Exercise materials Block Start
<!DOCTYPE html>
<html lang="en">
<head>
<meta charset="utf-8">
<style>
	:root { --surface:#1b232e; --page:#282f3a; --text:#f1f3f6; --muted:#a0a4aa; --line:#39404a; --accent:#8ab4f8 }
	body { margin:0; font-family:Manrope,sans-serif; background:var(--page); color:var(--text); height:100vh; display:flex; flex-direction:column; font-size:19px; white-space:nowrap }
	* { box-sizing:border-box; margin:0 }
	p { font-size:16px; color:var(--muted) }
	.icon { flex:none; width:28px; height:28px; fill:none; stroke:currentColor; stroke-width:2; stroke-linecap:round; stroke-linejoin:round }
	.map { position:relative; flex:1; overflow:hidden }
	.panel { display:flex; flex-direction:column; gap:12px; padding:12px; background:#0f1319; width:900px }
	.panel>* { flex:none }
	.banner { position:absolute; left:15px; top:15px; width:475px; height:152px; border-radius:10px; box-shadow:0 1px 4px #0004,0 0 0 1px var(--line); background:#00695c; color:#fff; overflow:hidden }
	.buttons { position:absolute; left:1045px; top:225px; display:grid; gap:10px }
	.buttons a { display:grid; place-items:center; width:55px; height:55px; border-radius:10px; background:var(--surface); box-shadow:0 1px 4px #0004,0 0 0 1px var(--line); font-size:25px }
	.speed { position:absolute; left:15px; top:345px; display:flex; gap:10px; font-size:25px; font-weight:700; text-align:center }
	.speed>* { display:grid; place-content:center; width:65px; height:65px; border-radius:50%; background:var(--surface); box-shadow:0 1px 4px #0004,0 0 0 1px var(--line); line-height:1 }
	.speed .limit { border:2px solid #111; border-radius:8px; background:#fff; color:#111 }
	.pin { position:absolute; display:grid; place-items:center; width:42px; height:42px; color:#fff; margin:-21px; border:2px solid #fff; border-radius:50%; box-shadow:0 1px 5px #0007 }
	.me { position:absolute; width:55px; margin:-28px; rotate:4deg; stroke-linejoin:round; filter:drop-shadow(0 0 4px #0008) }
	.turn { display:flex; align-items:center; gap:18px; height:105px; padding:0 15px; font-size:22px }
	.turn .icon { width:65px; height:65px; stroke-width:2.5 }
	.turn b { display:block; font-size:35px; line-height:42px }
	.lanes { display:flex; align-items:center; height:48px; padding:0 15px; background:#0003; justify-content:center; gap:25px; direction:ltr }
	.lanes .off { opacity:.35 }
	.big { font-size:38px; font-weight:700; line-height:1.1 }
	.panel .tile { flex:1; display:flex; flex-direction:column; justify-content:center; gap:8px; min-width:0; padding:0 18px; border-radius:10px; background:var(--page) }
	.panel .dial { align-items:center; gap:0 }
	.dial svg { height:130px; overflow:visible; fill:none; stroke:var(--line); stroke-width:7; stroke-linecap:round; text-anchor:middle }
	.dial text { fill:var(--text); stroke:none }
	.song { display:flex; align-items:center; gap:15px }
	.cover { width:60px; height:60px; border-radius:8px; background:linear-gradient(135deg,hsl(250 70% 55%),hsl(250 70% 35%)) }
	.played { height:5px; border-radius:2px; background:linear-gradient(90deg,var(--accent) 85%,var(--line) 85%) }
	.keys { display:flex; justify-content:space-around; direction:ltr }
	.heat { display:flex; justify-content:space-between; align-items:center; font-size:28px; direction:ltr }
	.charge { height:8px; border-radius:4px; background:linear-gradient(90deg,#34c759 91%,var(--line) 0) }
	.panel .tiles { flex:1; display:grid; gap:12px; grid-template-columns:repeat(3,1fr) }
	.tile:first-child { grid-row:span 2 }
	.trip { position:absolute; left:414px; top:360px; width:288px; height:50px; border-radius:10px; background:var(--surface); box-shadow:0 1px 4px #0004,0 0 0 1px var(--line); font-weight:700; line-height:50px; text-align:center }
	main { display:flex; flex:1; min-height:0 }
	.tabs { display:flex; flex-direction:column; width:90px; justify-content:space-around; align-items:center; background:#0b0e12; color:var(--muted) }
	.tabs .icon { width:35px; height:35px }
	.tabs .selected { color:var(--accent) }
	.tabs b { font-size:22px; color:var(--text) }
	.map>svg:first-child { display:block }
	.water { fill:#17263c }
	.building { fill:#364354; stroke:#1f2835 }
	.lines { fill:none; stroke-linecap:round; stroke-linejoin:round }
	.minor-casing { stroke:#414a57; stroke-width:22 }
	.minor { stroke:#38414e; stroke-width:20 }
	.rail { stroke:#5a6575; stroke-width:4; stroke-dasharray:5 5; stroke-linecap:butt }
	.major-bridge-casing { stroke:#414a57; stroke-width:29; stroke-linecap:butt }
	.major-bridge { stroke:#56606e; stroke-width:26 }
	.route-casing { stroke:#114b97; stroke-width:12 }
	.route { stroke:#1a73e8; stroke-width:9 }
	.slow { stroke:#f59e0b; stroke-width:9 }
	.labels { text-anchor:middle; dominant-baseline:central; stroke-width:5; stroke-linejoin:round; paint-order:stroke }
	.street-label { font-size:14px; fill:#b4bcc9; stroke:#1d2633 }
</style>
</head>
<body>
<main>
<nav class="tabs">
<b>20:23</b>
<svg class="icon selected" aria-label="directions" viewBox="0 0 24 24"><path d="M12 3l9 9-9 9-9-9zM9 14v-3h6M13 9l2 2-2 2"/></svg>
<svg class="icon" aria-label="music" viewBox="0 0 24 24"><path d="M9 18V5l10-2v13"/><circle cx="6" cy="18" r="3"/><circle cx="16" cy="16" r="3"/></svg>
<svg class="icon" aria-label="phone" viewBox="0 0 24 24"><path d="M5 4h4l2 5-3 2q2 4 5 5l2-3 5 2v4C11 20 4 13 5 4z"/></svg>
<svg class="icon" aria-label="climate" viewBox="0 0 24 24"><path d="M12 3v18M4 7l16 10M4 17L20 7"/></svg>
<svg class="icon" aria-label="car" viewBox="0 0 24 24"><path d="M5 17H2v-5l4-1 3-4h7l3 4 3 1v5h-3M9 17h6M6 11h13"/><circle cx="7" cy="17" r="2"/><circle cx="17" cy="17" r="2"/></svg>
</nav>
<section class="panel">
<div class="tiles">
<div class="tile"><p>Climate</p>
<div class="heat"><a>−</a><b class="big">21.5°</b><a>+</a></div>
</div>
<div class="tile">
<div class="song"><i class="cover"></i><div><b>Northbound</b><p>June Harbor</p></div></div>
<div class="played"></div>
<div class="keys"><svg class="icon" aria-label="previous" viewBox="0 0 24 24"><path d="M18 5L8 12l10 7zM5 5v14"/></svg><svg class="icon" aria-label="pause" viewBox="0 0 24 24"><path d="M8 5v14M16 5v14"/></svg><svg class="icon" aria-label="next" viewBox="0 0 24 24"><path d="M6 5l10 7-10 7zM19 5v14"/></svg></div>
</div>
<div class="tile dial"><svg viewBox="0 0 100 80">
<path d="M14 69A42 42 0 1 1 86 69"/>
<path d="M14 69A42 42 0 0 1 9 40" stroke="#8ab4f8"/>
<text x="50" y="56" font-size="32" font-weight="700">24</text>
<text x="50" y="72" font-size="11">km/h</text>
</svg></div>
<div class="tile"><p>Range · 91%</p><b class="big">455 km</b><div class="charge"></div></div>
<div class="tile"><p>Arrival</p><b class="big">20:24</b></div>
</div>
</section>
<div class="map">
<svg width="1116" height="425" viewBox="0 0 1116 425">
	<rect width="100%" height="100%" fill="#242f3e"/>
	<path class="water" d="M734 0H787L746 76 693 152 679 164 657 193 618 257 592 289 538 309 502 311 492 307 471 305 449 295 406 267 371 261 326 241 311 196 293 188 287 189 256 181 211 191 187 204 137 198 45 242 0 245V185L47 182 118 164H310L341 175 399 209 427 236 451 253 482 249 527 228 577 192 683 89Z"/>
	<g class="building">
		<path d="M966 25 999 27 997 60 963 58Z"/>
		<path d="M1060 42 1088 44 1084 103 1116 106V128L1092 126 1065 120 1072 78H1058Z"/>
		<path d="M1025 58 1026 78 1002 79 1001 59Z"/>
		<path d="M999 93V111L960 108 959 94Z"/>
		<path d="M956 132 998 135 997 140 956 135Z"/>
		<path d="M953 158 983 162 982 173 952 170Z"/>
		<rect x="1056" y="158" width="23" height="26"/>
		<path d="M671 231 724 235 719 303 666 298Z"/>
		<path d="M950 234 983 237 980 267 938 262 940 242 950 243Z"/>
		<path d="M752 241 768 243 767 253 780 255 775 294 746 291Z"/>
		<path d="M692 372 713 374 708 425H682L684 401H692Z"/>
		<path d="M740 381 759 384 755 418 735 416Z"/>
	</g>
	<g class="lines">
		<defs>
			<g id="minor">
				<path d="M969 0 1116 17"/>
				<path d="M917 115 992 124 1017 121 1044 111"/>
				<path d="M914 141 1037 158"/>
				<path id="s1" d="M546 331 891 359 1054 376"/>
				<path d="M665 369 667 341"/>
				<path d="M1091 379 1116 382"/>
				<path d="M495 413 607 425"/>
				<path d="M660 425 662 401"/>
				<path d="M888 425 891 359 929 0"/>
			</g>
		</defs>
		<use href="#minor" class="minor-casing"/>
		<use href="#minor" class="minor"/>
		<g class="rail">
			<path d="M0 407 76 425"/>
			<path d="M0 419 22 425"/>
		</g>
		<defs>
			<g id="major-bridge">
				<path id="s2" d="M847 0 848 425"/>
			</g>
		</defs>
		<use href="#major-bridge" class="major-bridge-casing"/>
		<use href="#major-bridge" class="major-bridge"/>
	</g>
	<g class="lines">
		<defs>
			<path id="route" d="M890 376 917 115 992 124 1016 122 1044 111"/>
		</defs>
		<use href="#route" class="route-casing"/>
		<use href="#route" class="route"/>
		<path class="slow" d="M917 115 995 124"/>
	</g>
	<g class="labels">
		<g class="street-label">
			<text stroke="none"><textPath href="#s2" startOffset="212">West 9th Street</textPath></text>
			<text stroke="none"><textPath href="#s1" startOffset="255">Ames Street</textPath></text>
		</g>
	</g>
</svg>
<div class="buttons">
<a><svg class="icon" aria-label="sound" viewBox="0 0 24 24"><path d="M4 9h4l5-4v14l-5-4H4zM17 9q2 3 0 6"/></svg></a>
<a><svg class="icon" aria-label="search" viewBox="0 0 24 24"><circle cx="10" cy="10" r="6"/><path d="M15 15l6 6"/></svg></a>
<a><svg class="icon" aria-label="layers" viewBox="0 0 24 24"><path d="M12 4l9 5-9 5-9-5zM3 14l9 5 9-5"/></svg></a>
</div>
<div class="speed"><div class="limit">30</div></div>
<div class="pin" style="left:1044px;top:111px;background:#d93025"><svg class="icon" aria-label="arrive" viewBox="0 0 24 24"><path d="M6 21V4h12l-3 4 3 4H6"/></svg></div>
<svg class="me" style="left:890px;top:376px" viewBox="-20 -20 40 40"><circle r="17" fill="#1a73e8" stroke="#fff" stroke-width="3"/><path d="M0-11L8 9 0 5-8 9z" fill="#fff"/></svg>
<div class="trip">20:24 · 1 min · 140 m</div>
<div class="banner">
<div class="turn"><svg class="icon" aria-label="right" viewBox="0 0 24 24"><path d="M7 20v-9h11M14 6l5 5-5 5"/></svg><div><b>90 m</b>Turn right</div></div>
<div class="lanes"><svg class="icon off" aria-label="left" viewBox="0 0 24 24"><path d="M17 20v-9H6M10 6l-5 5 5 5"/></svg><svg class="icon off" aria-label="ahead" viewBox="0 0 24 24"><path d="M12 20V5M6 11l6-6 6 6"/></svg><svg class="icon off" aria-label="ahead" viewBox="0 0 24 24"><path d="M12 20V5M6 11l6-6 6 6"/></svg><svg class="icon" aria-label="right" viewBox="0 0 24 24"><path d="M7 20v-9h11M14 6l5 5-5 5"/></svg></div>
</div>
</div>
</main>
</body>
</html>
Exercise materials Block End
**Directions for this task:** In your reply, restate exactly the lines from the start of the records above through the line holding "position:absolute; left:1045px; top:225px;", including both, and nothing else.

**Answer box:**
<!DOCTYPE html>
<html lang="en">
<head>
<meta charset="utf-8">
<style>
	:root { --surface:#1b232e; --page:#282f3a; --text:#f1f3f6; --muted:#a0a4aa; --line:#39404a; --accent:#8ab4f8 }
	body { margin:0; font-family:Manrope,sans-serif; background:var(--page); color:var(--text); height:100vh; display:flex; flex-direction:column; font-size:19px; white-space:nowrap }
	* { box-sizing:border-box; margin:0 }
	p { font-size:16px; color:var(--muted) }
	.icon { flex:none; width:28px; height:28px; fill:none; stroke:currentColor; stroke-width:2; stroke-linecap:round; stroke-linejoin:round }
	.map { position:relative; flex:1; overflow:hidden }
	.panel { display:flex; flex-direction:column; gap:12px; padding:12px; background:#0f1319; width:900px }
	.panel>* { flex:none }
	.banner { position:absolute; left:15px; top:15px; width:475px; height:152px; border-radius:10px; box-shadow:0 1px 4px #0004,0 0 0 1px var(--line); background:#00695c; color:#fff; overflow:hidden }
	.buttons { position:absolute; left:1045px; top:225px; display:grid; gap:10px }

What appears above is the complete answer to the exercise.